WHAT THE TASK REQUIRES ->
Return each line of the records below in which the string "Венецианова" turns up.

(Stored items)
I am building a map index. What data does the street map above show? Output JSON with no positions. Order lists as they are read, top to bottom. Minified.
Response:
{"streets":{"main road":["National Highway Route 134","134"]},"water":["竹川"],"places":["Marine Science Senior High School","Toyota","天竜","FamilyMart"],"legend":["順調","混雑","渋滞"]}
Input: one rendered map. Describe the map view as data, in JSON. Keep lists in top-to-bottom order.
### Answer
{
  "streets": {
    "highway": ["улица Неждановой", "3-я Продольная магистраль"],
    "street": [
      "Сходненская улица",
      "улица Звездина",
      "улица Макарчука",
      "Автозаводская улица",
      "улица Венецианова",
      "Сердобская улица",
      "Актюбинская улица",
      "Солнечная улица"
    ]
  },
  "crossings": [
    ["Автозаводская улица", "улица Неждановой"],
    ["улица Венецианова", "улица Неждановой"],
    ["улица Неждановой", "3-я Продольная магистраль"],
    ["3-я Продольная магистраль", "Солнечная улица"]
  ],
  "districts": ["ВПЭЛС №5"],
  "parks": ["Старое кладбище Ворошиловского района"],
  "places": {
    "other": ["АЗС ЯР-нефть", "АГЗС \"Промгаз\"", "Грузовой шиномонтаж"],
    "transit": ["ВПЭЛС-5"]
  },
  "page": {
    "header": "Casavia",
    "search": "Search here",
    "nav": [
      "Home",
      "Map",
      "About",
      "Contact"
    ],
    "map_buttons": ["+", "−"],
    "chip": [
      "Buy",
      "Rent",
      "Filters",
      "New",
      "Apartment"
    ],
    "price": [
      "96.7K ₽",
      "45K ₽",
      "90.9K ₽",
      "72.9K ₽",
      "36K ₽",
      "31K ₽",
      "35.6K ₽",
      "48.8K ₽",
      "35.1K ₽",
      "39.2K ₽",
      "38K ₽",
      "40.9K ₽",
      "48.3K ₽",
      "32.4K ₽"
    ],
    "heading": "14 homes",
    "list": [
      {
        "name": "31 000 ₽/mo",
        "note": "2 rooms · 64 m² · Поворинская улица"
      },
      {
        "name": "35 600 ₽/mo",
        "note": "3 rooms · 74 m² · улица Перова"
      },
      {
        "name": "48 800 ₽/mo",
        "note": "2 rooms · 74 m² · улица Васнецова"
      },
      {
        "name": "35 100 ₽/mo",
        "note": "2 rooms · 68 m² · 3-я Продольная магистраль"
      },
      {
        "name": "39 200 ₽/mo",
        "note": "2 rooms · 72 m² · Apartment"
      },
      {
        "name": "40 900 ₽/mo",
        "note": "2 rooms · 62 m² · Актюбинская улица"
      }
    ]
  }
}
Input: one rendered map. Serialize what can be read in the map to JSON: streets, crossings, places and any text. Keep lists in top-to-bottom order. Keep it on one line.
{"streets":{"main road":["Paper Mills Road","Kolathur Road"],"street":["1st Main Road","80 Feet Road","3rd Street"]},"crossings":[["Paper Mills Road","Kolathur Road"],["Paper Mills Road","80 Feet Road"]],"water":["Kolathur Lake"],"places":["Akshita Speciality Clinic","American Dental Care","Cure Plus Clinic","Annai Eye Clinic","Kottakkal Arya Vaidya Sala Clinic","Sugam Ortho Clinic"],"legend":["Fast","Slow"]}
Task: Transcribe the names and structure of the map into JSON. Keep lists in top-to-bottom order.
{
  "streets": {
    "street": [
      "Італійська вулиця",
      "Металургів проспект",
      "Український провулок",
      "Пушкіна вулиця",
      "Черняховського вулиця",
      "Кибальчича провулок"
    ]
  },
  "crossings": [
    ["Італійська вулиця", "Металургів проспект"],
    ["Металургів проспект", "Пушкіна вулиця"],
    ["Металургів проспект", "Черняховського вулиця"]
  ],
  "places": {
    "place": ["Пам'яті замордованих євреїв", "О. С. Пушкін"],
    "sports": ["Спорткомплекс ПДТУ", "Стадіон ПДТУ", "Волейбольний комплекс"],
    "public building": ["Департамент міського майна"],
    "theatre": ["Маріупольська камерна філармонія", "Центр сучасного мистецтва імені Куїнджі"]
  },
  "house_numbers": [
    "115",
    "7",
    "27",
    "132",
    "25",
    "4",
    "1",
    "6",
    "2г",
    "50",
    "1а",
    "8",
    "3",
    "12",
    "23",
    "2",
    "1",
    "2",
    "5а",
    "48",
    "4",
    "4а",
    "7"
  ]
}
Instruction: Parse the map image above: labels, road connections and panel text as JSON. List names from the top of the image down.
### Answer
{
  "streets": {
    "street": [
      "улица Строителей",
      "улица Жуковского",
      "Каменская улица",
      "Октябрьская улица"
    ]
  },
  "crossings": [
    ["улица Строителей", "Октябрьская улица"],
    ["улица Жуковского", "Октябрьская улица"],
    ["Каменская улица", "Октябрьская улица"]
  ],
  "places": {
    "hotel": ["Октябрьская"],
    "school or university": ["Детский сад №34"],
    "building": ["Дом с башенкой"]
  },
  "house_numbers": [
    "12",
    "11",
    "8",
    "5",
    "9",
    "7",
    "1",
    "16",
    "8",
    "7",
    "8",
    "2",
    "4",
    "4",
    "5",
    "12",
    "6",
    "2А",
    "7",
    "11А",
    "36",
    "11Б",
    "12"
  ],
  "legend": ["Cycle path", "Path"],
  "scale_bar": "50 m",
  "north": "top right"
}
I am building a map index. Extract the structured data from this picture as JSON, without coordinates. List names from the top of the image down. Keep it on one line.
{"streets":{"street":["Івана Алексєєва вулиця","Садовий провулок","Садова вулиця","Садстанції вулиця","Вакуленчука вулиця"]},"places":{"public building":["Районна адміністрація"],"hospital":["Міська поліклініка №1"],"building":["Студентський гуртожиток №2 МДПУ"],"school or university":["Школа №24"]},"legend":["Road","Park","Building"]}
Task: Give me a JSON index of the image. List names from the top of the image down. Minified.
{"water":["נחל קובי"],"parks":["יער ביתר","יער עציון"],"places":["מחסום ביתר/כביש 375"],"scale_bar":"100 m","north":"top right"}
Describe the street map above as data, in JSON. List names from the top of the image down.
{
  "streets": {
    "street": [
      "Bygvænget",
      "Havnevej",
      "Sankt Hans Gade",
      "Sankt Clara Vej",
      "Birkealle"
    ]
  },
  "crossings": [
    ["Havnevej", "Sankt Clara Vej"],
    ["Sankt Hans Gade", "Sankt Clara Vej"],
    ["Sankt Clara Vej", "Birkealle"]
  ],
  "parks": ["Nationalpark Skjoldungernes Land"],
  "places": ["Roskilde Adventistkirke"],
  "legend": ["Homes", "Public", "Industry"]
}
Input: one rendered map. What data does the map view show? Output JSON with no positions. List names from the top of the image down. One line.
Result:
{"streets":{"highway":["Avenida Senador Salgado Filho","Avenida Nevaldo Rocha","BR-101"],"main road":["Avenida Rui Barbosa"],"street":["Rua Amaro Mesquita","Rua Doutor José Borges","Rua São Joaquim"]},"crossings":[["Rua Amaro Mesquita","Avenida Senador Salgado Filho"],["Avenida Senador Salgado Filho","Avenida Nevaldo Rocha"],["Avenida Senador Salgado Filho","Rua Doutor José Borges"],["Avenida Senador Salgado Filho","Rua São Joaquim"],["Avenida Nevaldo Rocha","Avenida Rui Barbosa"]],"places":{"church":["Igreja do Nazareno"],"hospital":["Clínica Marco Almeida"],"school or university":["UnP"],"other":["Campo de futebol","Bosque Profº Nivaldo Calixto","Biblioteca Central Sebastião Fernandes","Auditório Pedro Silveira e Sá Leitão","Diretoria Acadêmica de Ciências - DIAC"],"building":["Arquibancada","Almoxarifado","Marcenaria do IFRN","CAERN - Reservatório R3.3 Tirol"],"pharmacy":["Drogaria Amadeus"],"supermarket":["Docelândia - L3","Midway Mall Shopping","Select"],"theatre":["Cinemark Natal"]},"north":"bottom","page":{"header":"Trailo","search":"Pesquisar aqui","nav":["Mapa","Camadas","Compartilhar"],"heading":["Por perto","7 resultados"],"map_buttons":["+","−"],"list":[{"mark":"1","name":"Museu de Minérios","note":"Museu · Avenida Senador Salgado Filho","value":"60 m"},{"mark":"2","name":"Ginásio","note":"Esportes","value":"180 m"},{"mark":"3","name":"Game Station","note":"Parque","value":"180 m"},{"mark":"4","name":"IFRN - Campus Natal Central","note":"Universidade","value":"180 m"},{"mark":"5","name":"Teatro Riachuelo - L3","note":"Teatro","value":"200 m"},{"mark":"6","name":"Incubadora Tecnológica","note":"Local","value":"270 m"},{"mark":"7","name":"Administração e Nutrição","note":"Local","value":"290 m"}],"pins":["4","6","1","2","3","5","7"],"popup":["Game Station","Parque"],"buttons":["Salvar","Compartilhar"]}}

SOLUTION FOR THIS EXERCISE ->
      "улица Венецианова",
    ["улица Венецианова", "улица Неждановой"],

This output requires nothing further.